___ INPUT FOR THIS TASK ___

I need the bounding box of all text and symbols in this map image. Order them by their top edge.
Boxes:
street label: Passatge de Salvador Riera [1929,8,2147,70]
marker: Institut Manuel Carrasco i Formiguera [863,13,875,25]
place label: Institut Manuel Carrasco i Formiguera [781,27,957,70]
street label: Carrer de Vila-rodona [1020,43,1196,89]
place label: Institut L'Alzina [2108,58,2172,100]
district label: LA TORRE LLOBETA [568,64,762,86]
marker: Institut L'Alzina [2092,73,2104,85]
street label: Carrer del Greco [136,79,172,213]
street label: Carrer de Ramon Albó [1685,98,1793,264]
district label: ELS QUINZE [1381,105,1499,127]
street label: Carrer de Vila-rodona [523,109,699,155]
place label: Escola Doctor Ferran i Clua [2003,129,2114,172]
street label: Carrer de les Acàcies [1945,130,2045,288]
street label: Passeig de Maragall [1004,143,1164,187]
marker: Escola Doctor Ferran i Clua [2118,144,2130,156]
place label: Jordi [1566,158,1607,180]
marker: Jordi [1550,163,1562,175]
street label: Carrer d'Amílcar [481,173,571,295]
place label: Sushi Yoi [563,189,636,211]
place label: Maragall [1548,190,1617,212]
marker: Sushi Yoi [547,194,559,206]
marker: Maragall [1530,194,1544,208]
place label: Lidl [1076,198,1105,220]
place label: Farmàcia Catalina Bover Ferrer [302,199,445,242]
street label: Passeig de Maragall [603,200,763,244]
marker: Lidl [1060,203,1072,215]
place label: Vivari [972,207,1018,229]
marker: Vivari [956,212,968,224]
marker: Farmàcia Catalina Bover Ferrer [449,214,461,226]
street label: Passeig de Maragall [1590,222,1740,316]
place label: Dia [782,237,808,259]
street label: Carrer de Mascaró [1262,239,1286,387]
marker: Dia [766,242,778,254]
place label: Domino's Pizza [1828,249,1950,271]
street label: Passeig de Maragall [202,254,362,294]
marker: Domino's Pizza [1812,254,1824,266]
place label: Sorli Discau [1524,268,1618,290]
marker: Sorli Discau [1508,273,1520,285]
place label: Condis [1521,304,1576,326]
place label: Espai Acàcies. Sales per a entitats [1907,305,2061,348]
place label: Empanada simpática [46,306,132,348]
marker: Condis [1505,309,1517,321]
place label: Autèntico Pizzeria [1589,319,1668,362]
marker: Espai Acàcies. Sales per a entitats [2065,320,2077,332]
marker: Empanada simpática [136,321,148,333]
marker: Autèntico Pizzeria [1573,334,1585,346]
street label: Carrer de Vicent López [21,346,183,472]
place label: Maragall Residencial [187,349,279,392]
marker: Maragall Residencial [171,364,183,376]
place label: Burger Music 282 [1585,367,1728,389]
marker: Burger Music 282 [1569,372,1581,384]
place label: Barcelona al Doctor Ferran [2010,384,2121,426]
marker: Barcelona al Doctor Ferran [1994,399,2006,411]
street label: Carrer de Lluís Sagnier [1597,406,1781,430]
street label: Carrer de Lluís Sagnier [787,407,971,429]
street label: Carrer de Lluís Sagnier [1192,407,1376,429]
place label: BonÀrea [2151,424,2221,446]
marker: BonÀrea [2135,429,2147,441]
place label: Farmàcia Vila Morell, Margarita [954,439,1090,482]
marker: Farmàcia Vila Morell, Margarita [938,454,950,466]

___

* **REQUIRED ACTION**
Filter the entries down to the lines containing "Lidl". Copy each of those lines.

* **RESULT FOR THIS TASK**
place label: Lidl [1076,198,1105,220]
marker: Lidl [1060,203,1072,215]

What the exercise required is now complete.